> _What needs to be done_: The data below needs to be returned exactly, line for line.

> _Given information_:
▬▬▬▬▬▬▬▬▬▬
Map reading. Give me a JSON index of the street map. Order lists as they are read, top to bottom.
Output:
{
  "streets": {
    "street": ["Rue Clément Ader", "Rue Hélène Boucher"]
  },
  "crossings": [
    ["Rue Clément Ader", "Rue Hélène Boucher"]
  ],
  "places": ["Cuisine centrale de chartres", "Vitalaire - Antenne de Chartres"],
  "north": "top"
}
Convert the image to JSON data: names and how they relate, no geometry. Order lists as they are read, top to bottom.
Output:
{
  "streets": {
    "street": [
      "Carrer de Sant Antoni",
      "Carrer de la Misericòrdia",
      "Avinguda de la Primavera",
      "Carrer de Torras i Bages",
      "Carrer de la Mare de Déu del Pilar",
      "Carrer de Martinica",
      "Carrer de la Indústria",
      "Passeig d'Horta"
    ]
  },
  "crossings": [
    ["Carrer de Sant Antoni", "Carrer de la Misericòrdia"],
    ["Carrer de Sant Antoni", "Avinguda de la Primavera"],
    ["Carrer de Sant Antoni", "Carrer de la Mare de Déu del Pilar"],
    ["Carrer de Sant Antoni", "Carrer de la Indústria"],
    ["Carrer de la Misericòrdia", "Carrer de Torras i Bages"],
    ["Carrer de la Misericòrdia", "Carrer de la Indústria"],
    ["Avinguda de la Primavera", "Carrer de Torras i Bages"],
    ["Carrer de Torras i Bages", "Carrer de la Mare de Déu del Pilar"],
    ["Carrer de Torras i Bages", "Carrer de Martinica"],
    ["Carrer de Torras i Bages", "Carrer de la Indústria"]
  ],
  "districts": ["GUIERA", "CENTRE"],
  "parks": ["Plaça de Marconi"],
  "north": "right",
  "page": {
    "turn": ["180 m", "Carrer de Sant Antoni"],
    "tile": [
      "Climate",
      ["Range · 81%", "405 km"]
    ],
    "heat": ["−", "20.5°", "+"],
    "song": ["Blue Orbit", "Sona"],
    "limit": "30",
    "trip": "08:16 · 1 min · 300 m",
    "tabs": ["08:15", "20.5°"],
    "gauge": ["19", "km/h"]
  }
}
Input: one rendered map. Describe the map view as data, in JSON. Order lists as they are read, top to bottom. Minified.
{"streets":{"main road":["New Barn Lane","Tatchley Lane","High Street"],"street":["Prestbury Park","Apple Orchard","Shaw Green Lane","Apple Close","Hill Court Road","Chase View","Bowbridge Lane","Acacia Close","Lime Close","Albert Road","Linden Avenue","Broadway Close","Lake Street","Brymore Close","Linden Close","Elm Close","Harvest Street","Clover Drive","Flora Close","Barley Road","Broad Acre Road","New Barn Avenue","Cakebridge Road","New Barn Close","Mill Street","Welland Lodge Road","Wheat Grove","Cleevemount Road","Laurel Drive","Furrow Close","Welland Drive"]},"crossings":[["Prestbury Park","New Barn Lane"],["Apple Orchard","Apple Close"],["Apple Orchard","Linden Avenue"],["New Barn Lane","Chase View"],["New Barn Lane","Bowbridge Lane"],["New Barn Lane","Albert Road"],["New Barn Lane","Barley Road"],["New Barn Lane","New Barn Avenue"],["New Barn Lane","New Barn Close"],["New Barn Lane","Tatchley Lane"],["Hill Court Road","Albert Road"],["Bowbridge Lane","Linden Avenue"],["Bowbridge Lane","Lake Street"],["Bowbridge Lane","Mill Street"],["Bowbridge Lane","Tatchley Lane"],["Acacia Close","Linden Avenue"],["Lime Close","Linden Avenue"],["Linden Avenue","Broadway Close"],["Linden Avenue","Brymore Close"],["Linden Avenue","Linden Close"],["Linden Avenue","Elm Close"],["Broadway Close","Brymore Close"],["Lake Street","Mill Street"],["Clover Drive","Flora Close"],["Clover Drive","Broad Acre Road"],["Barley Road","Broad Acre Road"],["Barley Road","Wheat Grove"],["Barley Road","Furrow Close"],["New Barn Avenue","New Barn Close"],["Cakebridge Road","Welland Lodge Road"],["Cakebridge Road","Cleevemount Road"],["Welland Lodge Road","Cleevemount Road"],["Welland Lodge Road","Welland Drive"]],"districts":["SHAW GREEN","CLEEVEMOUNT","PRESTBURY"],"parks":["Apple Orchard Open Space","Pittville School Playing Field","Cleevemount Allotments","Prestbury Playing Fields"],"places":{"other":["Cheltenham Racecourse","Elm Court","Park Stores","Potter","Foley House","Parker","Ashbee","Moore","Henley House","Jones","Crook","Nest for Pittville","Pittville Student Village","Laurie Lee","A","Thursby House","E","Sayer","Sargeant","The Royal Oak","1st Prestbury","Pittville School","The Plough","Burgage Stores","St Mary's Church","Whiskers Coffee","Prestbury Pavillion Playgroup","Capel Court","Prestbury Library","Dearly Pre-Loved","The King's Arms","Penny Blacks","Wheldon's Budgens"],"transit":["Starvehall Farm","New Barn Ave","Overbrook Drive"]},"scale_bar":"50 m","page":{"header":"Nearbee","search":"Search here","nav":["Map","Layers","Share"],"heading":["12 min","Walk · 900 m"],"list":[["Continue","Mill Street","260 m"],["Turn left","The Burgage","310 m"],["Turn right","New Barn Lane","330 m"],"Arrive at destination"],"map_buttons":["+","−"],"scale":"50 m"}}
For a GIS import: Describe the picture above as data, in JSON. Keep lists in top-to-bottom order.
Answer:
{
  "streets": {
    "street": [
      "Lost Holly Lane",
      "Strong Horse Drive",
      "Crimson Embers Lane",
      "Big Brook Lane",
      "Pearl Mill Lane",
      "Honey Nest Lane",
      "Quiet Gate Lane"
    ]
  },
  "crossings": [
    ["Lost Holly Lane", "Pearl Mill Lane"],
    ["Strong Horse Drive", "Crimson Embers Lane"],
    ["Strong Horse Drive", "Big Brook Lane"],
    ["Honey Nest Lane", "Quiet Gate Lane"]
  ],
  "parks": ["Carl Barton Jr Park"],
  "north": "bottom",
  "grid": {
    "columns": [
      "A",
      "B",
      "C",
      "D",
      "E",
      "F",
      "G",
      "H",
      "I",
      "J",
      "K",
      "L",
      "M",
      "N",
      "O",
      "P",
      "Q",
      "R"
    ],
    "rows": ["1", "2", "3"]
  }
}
▬▬▬▬▬▬▬▬▬▬
> _Answer to the exercise_:
Map reading. Give me a JSON index of the street map. Order lists as they are read, top to bottom.
Output:
{
  "streets": {
    "street": ["Rue Clément Ader", "Rue Hélène Boucher"]
  },
  "crossings": [
    ["Rue Clément Ader", "Rue Hélène Boucher"]
  ],
  "places": ["Cuisine centrale de chartres", "Vitalaire - Antenne de Chartres"],
  "north": "top"
}
Convert the image to JSON data: names and how they relate, no geometry. Order lists as they are read, top to bottom.
Output:
{
  "streets": {
    "street": [
      "Carrer de Sant Antoni",
      "Carrer de la Misericòrdia",
      "Avinguda de la Primavera",
      "Carrer de Torras i Bages",
      "Carrer de la Mare de Déu del Pilar",
      "Carrer de Martinica",
      "Carrer de la Indústria",
      "Passeig d'Horta"
    ]
  },
  "crossings": [
    ["Carrer de Sant Antoni", "Carrer de la Misericòrdia"],
    ["Carrer de Sant Antoni", "Avinguda de la Primavera"],
    ["Carrer de Sant Antoni", "Carrer de la Mare de Déu del Pilar"],
    ["Carrer de Sant Antoni", "Carrer de la Indústria"],
    ["Carrer de la Misericòrdia", "Carrer de Torras i Bages"],
    ["Carrer de la Misericòrdia", "Carrer de la Indústria"],
    ["Avinguda de la Primavera", "Carrer de Torras i Bages"],
    ["Carrer de Torras i Bages", "Carrer de la Mare de Déu del Pilar"],
    ["Carrer de Torras i Bages", "Carrer de Martinica"],
    ["Carrer de Torras i Bages", "Carrer de la Indústria"]
  ],
  "districts": ["GUIERA", "CENTRE"],
  "parks": ["Plaça de Marconi"],
  "north": "right",
  "page": {
    "turn": ["180 m", "Carrer de Sant Antoni"],
    "tile": [
      "Climate",
      ["Range · 81%", "405 km"]
    ],
    "heat": ["−", "20.5°", "+"],
    "song": ["Blue Orbit", "Sona"],
    "limit": "30",
    "trip": "08:16 · 1 min · 300 m",
    "tabs": ["08:15", "20.5°"],
    "gauge": ["19", "km/h"]
  }
}
Input: one rendered map. Describe the map view as data, in JSON. Order lists as they are read, top to bottom. Minified.
{"streets":{"main road":["New Barn Lane","Tatchley Lane","High Street"],"street":["Prestbury Park","Apple Orchard","Shaw Green Lane","Apple Close","Hill Court Road","Chase View","Bowbridge Lane","Acacia Close","Lime Close","Albert Road","Linden Avenue","Broadway Close","Lake Street","Brymore Close","Linden Close","Elm Close","Harvest Street","Clover Drive","Flora Close","Barley Road","Broad Acre Road","New Barn Avenue","Cakebridge Road","New Barn Close","Mill Street","Welland Lodge Road","Wheat Grove","Cleevemount Road","Laurel Drive","Furrow Close","Welland Drive"]},"crossings":[["Prestbury Park","New Barn Lane"],["Apple Orchard","Apple Close"],["Apple Orchard","Linden Avenue"],["New Barn Lane","Chase View"],["New Barn Lane","Bowbridge Lane"],["New Barn Lane","Albert Road"],["New Barn Lane","Barley Road"],["New Barn Lane","New Barn Avenue"],["New Barn Lane","New Barn Close"],["New Barn Lane","Tatchley Lane"],["Hill Court Road","Albert Road"],["Bowbridge Lane","Linden Avenue"],["Bowbridge Lane","Lake Street"],["Bowbridge Lane","Mill Street"],["Bowbridge Lane","Tatchley Lane"],["Acacia Close","Linden Avenue"],["Lime Close","Linden Avenue"],["Linden Avenue","Broadway Close"],["Linden Avenue","Brymore Close"],["Linden Avenue","Linden Close"],["Linden Avenue","Elm Close"],["Broadway Close","Brymore Close"],["Lake Street","Mill Street"],["Clover Drive","Flora Close"],["Clover Drive","Broad Acre Road"],["Barley Road","Broad Acre Road"],["Barley Road","Wheat Grove"],["Barley Road","Furrow Close"],["New Barn Avenue","New Barn Close"],["Cakebridge Road","Welland Lodge Road"],["Cakebridge Road","Cleevemount Road"],["Welland Lodge Road","Cleevemount Road"],["Welland Lodge Road","Welland Drive"]],"districts":["SHAW GREEN","CLEEVEMOUNT","PRESTBURY"],"parks":["Apple Orchard Open Space","Pittville School Playing Field","Cleevemount Allotments","Prestbury Playing Fields"],"places":{"other":["Cheltenham Racecourse","Elm Court","Park Stores","Potter","Foley House","Parker","Ashbee","Moore","Henley House","Jones","Crook","Nest for Pittville","Pittville Student Village","Laurie Lee","A","Thursby House","E","Sayer","Sargeant","The Royal Oak","1st Prestbury","Pittville School","The Plough","Burgage Stores","St Mary's Church","Whiskers Coffee","Prestbury Pavillion Playgroup","Capel Court","Prestbury Library","Dearly Pre-Loved","The King's Arms","Penny Blacks","Wheldon's Budgens"],"transit":["Starvehall Farm","New Barn Ave","Overbrook Drive"]},"scale_bar":"50 m","page":{"header":"Nearbee","search":"Search here","nav":["Map","Layers","Share"],"heading":["12 min","Walk · 900 m"],"list":[["Continue","Mill Street","260 m"],["Turn left","The Burgage","310 m"],["Turn right","New Barn Lane","330 m"],"Arrive at destination"],"map_buttons":["+","−"],"scale":"50 m"}}
For a GIS import: Describe the picture above as data, in JSON. Keep lists in top-to-bottom order.
Answer:
{
  "streets": {
    "street": [
      "Lost Holly Lane",
      "Strong Horse Drive",
      "Crimson Embers Lane",
      "Big Brook Lane",
      "Pearl Mill Lane",
      "Honey Nest Lane",
      "Quiet Gate Lane"
    ]
  },
  "crossings": [
    ["Lost Holly Lane", "Pearl Mill Lane"],
    ["Strong Horse Drive", "Crimson Embers Lane"],
    ["Strong Horse Drive", "Big Brook Lane"],
    ["Honey Nest Lane", "Quiet Gate Lane"]
  ],
  "parks": ["Carl Barton Jr Park"],
  "north": "bottom",
  "grid": {
    "columns": [
      "A",
      "B",
      "C",
      "D",
      "E",
      "F",
      "G",
      "H",
      "I",
      "J",
      "K",
      "L",
      "M",
      "N",
      "O",
      "P",
      "Q",
      "R"
    ],
    "rows": ["1", "2", "3"]
  }
}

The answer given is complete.